(Records from a collection)
====================
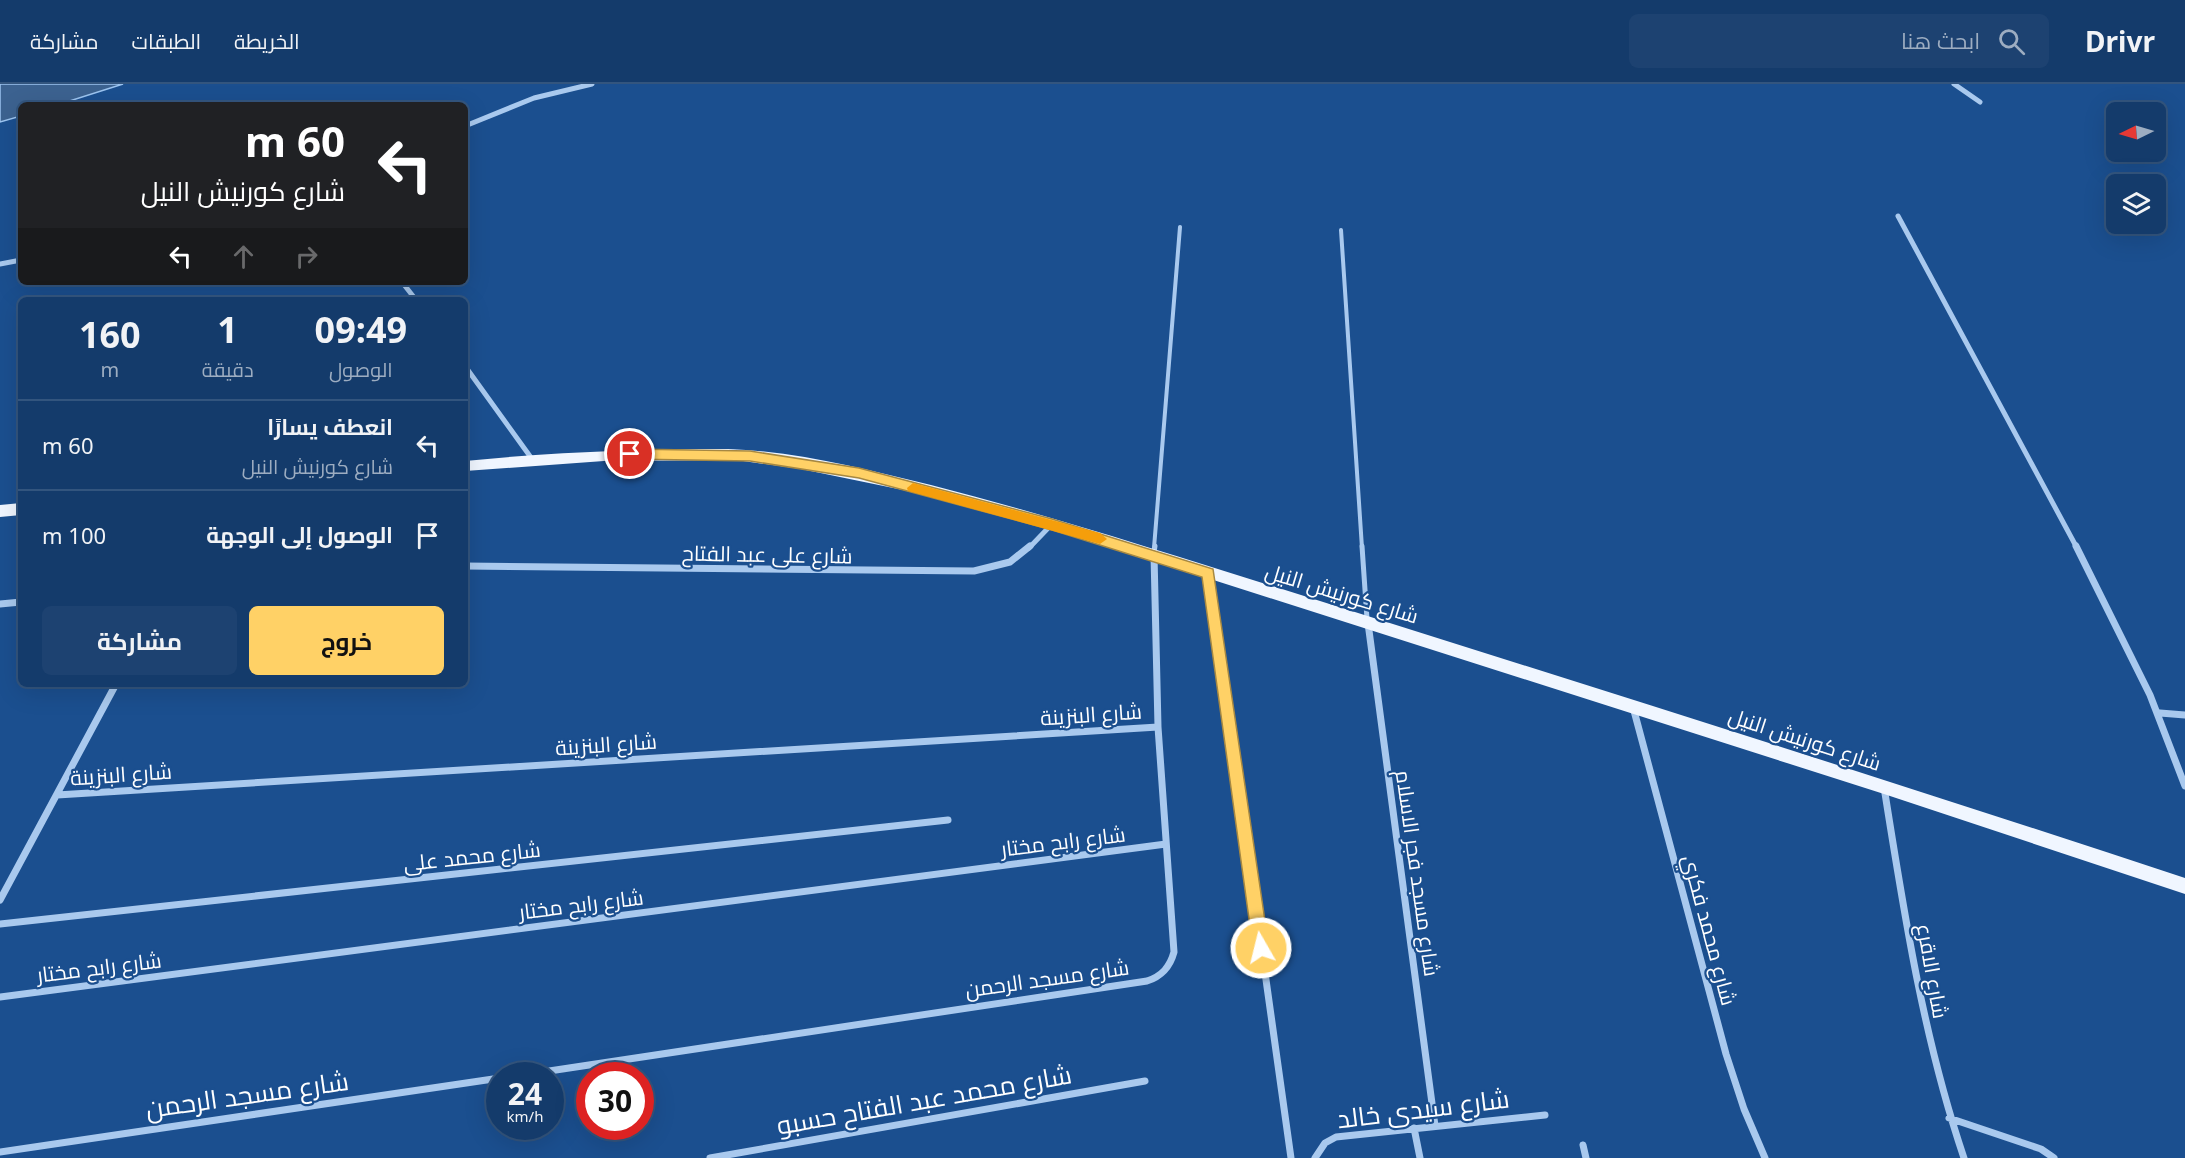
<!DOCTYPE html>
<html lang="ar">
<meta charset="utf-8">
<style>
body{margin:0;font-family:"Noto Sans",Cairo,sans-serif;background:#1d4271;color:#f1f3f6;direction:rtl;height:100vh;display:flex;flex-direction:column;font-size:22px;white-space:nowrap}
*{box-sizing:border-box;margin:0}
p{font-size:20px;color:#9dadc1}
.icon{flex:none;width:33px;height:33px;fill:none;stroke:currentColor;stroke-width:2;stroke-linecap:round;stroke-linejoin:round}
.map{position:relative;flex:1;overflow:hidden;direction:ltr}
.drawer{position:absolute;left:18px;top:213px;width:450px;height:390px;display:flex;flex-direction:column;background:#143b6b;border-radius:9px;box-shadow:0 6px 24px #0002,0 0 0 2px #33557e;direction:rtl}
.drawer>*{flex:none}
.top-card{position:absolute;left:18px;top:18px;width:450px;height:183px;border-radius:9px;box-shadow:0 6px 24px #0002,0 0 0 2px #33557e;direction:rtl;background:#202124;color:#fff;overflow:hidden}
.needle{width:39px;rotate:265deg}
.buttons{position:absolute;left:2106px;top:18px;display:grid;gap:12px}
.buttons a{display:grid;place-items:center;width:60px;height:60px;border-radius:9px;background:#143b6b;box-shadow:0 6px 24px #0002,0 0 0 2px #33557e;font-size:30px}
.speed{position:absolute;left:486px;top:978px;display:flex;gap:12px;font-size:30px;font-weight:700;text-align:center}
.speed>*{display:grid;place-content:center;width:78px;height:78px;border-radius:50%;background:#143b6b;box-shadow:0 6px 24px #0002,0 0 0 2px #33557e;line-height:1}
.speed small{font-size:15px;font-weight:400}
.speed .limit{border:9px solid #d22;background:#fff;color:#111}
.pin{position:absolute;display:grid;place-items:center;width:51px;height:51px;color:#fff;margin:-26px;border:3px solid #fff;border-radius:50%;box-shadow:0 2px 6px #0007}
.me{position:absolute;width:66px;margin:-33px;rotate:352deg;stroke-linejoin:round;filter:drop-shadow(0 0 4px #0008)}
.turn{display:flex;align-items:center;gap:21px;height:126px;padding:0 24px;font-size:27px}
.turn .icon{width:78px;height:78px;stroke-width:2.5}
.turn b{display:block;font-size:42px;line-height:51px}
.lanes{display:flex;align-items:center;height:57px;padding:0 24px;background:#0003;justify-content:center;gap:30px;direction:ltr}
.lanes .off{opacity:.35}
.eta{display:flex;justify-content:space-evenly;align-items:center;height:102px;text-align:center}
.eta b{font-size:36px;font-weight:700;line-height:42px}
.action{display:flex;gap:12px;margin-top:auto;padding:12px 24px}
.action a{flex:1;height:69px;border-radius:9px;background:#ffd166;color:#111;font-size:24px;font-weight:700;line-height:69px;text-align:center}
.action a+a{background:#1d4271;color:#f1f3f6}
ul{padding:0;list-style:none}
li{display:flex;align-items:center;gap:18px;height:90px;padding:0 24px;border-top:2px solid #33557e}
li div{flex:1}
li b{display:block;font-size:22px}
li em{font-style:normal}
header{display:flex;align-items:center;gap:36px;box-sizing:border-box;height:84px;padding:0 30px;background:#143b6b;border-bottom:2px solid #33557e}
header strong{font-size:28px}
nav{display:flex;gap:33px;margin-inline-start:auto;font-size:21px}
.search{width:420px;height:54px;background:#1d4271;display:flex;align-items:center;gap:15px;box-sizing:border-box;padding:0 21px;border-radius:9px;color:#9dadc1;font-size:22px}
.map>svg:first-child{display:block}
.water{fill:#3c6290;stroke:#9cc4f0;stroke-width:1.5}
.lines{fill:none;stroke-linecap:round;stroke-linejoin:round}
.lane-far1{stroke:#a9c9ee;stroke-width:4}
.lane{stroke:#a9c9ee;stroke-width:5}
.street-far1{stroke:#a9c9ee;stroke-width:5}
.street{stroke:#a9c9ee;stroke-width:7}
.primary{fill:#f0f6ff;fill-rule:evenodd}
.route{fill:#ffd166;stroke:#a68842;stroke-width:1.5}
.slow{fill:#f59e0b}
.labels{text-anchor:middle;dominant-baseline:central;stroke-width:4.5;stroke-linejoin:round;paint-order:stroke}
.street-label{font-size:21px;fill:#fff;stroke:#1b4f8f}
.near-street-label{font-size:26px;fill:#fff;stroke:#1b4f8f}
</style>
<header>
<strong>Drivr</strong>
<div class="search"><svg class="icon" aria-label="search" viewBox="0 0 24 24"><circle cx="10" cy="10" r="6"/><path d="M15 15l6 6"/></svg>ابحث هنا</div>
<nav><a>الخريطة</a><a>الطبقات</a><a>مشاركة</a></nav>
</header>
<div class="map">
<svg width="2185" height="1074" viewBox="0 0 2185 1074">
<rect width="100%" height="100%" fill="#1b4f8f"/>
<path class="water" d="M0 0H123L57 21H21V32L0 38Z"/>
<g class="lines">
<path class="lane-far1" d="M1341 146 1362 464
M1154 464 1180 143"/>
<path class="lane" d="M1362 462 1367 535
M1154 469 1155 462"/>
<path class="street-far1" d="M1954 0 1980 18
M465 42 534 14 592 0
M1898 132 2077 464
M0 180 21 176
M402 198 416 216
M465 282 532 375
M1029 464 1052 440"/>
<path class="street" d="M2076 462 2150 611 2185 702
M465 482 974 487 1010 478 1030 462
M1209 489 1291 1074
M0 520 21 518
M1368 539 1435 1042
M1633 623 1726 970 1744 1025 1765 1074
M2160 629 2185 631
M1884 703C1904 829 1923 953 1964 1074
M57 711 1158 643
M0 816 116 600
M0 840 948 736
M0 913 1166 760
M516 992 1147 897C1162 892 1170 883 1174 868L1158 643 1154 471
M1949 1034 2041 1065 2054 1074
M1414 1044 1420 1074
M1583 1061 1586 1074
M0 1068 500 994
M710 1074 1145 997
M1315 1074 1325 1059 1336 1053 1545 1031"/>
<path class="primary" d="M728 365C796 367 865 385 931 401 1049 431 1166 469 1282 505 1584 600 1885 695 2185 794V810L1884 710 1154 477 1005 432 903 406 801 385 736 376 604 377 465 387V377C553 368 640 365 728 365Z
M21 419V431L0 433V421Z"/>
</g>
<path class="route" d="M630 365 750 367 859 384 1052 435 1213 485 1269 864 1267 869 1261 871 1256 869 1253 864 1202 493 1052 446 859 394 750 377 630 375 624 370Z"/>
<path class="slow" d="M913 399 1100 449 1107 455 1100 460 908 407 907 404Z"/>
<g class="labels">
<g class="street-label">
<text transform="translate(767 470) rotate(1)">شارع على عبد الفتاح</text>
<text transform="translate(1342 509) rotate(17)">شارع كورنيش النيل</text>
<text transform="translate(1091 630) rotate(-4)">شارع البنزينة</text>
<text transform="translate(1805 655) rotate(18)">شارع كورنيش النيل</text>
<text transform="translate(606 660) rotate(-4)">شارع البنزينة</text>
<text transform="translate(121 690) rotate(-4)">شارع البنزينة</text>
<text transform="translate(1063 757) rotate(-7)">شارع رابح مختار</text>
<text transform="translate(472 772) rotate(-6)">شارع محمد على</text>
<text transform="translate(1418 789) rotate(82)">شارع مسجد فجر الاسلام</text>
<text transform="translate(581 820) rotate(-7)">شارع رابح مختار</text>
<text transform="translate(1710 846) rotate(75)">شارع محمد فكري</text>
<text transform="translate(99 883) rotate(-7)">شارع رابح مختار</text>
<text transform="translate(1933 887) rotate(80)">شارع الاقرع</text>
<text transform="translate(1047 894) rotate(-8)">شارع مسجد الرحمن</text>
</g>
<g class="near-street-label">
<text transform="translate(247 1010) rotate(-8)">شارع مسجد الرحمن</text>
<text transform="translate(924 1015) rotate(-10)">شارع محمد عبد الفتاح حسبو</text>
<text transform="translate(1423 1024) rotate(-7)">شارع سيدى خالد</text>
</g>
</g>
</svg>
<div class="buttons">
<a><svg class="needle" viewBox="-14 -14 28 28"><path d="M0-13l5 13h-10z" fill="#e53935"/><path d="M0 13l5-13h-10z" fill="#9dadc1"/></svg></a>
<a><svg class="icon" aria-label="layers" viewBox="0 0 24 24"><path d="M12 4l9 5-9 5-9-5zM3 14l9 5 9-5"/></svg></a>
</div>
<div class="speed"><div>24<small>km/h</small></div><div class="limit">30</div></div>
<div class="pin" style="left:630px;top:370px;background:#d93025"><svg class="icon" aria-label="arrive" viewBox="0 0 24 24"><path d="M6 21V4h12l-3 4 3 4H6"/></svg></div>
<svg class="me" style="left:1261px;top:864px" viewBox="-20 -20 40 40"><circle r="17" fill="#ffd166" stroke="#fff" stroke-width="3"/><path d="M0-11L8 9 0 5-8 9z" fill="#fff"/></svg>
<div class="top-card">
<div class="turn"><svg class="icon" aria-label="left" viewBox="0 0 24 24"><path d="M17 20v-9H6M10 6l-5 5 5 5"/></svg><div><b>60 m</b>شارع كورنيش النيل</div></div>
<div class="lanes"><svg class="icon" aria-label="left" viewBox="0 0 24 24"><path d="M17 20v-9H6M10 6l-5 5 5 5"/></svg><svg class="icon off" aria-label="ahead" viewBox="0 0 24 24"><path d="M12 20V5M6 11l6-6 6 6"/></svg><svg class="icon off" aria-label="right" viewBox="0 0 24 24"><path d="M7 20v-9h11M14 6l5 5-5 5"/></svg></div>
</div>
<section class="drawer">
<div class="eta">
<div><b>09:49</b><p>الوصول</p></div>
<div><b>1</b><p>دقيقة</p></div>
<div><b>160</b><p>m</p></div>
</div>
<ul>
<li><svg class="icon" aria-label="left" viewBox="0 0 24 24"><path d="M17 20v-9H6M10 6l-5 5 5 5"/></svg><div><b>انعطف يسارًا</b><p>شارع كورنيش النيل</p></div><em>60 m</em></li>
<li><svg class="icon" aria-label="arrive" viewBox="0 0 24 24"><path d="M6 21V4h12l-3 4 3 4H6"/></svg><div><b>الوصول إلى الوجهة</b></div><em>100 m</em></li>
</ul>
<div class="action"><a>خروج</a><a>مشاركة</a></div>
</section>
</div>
====================
Check each line of the data above for the string "solid", and copy the ones that have it.

▶ **Response below**:
.speed .limit{border:9px solid #d22;background:#fff;color:#111}
.pin{position:absolute;display:grid;place-items:center;width:51px;height:51px;color:#fff;margin:-26px;border:3px solid #fff;border-radius:50%;box-shadow:0 2px 6px #0007}
li{display:flex;align-items:center;gap:18px;height:90px;padding:0 24px;border-top:2px solid #33557e}
header{display:flex;align-items:center;gap:36px;box-sizing:border-box;height:84px;padding:0 30px;background:#143b6b;border-bottom:2px solid #33557e}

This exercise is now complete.